*What is expected*
Count the lines below containing "around"; state the number only.

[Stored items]
┄┄┄┄┄┄┄┄┄┄
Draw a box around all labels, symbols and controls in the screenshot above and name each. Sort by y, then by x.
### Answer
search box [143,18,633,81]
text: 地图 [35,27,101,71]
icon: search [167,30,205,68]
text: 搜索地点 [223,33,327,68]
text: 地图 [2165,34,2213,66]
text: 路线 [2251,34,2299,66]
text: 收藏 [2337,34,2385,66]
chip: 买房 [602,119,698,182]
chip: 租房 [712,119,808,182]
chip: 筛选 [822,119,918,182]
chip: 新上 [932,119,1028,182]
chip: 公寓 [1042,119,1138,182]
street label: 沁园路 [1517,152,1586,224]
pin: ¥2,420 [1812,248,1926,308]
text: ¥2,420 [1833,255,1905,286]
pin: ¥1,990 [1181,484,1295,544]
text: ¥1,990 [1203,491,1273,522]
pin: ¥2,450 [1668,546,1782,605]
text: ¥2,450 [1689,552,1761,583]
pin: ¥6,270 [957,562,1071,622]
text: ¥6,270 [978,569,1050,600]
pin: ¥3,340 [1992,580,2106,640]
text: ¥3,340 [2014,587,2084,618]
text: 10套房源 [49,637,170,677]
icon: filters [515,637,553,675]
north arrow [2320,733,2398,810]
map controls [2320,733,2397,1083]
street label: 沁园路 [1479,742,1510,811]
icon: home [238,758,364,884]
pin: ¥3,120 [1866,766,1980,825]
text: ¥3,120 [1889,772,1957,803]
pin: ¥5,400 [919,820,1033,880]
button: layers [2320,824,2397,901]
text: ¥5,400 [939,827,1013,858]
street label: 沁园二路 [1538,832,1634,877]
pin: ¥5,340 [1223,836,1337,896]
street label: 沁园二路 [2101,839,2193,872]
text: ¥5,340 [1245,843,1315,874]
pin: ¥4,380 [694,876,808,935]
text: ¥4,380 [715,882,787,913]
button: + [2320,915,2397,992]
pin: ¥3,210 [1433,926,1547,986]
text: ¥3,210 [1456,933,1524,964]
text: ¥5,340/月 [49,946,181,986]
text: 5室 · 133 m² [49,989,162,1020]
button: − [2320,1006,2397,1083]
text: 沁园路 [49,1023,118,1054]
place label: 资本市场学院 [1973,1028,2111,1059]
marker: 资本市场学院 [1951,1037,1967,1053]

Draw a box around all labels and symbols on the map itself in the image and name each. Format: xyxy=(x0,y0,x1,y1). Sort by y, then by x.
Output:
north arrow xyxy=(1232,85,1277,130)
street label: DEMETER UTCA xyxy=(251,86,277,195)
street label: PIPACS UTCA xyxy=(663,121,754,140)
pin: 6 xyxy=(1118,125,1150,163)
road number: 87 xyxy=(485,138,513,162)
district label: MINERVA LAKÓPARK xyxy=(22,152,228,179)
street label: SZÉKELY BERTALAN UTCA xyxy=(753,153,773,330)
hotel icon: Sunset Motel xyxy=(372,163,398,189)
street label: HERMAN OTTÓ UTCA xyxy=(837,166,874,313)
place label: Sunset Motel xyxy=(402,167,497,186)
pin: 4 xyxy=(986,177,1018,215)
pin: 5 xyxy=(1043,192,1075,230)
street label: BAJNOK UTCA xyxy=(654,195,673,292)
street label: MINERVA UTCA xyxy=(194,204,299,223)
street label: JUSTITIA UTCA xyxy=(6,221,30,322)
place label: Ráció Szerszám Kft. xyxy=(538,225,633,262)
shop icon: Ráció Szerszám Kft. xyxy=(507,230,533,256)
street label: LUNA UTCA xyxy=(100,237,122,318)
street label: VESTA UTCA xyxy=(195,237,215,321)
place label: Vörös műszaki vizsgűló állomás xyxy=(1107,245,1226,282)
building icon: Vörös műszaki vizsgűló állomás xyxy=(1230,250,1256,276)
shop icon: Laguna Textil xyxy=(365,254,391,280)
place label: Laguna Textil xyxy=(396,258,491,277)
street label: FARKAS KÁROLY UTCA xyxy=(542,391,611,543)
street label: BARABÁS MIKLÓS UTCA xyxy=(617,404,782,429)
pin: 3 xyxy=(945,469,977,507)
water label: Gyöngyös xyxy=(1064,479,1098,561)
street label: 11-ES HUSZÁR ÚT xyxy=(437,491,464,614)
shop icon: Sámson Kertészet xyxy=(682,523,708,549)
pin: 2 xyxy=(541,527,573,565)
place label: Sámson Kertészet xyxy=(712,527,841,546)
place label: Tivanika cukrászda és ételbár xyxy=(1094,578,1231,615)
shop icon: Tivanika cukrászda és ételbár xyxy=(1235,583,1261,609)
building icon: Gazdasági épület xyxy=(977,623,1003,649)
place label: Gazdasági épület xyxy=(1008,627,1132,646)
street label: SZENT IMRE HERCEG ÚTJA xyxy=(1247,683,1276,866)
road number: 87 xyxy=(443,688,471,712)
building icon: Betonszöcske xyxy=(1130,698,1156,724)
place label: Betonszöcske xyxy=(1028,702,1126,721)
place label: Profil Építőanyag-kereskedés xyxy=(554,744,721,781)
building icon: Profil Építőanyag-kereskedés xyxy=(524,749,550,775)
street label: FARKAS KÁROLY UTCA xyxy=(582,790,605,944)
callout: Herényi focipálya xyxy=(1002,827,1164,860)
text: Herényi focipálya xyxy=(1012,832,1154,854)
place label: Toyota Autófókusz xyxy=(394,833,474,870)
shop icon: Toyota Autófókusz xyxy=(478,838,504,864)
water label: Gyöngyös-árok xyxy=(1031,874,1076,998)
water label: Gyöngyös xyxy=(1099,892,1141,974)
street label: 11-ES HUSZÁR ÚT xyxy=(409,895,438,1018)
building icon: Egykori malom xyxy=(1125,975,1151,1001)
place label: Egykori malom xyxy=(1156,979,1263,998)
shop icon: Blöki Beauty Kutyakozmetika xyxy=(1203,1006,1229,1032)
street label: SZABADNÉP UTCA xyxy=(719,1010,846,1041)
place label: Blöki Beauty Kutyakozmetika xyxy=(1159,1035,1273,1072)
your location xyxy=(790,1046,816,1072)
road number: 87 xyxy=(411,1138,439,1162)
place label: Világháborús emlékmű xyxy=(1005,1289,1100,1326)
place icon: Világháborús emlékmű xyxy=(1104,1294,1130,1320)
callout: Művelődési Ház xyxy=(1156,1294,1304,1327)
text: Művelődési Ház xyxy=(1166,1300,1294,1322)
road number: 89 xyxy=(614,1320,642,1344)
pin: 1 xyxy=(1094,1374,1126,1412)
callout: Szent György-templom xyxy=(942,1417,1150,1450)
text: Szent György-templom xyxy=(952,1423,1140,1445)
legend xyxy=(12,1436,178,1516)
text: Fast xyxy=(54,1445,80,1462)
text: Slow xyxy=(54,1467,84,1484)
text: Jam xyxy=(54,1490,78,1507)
┄┄┄┄┄┄┄┄┄┄
*Answer to the exercise*
2